Polvere di stelle

(la traccia del mio intervento introduttivo ad una conferenza di astrofisica sull’Universo in espansione, ultimo di un ciclo di 3 incontri sulle visioni dell’universo nella storia umana)

Avevamo visto come già nella visione di Dante (tolemaica e geocentrica) l’uomo non fosse in realtà al centro, quanto piuttosto in fondo all’universo, nella zona più bassa e più infima. Egli è però chiamato ad innalzarsi ai cieli della divinità, all’empireo – tramite la fede e la ragione.
In epoca moderna il cosmo aristotelico-tolemaico si frantuma per allargarsi all’infinito: Giordano Bruno annuncia gli infiniti mondi nei quali noi siamo sperduti e nei quali non può esserci alcun centro (altrimenti che infinito sarebbe?).
L’infinito, però, deraglia nella visione kantiana: la mente umana si aggroviglia nelle sue contraddizioni (le cosiddette antinomie), per fermarsi ad una sola apparente (soggettiva) certezza: spazio e tempo (lo spazio e il tempo della scienza newtoniana e della geometria euclidea) sono le condizioni imprescindibili della nostra conoscenza della natura. Ogni cosa si muove all’interno di un tempo uniforme che scorre e di uno spazio fisso che ci contiene.
La scienza contemporanea, con la teoria della relatività di Einstein e la teoria del big-bang (fino ad arrivare al principio di indeterminazione di Heisenberg) mette in discussione l’assolutezza di quelle categorie: lo spaziotempo, in realtà, non è una condizione data una volta per tutte, assoluta, ma è piuttosto una dimensione contingente e variabile, generata da un principio cosmologico che non ha nulla di divino. Dunque noi non riusciamo a concepire quel che al di fuori di questo universo siano lo spazio e il tempo: anzi, essi prima dell’origine di questo universo (l’unico che noi conosciamo) non avrebbero alcun senso.
Tutto questo fa venire le vertigini.

Freud ritiene a ragione che la scienza moderna è un susseguirsi di mortificazioni per gli umani: da Copernico in poi, passando per Darwin ed arrivando alla relatività di Einstein, la specie umana viene sempre più rimossa dal centro della natura, per confondersi con le altre specie e forme di vita: noi non siamo poi così importanti, avremmo potuto non esserci, e addirittura l’universo – il sistema che ci ha generato – avrebbe potuto non esistere. Il divenire, la storicità, la contingenza e il caso entrano prepotentemente in scena, minando l’ordine cosmologico antico e medievale.
Si va cioè profilando un’immagine del mondo che non ci contempla affatto in maniera necessaria: noi siamo inessenziali e transeunti, proprio perché lo sono la vita e l’universo stesso. Cresce la sensazione che non ci sia alcun ordine o disegno, che siamo qui per caso e che, altrettanto per caso, da qui ce ne andremo.
Questo profondo turbamento (un senso crescente di marginalità) non sembra però avere per nulla mortificato l’intraprendenza umana, anzi: più la scienza ha assestato colpi all’antropocentrismo, più gli umani hanno reagito mettendosi ancor più al centro della natura, tentando di possederla, controllarla, gestirla  – proprio sulla base delle conoscenze scientifiche – per i propri scopi di potenza (e qui è determinante la ricaduta tecnica del sapere scientifico).
Chissà, magari è una sorta di compensazione psichica per quella serie di mortificazioni…
Esemplifico questo atteggiamento ambivalente – di umiliazione e di autoesaltazione – con un filosofo, un poeta e uno storico, che hanno scritto pagine interessanti in proposito, sottolinenando l’aspetto nobile della conoscenza, ben più del suo lato oscuro.

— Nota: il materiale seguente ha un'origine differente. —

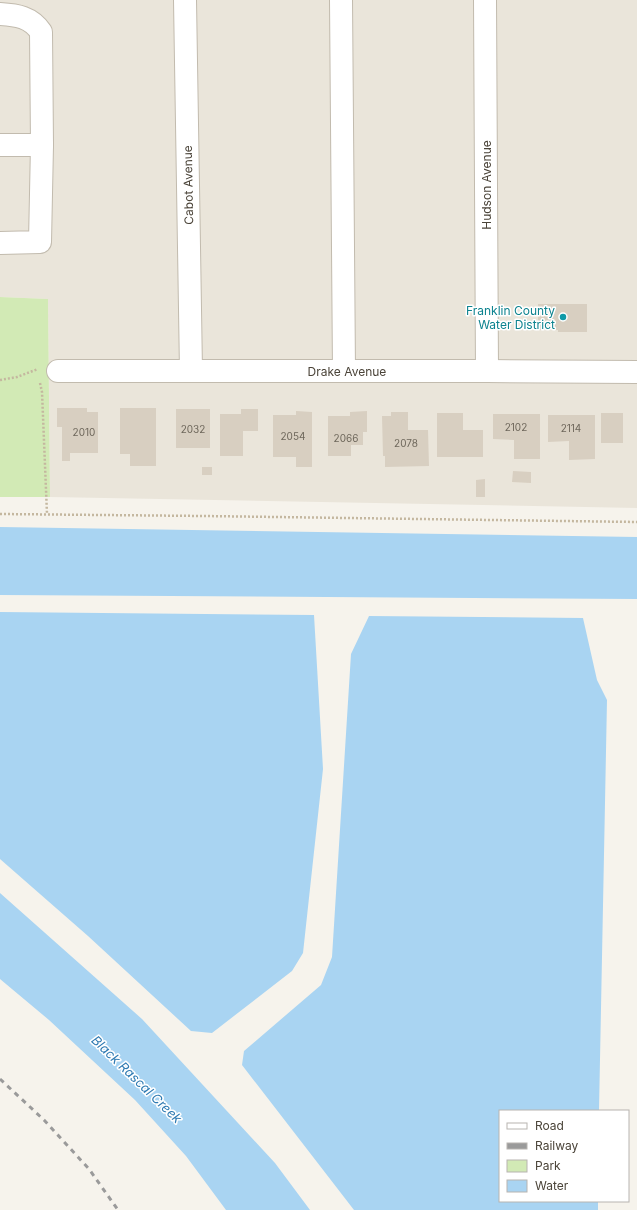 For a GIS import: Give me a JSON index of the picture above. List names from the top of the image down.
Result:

Pascal osservava in uno dei suoi celebri Pensieri:
«L’uomo non è che una canna, la più debole della natura; ma è una canna pensante. Non occorre che l’universo intero si armi per schiacciarlo; un vapore, una goccia d’acqua è sufficiente per ucciderlo; ma quand’anche l’universo intero lo schiacciasse, l’uomo sarebbe pur sempre più nobile di ciò che l’uccide, perché egli sa di morire e conosce la superiorità che l’universo ha su di lui; l’universo invece non ne sa nulla».
E in un altro passo: «Non devo chiedere la mia dignità allo spazio ma al retto uso del mio pensiero. Non otterrei nulla di più col possesso delle terre; mediante lo spazio, l’universo mi circonda e mi inghiottisce come un punto; mediante il pensiero, io lo comprendo».
Credo che tali parole non abbiano bisogno di alcun commento.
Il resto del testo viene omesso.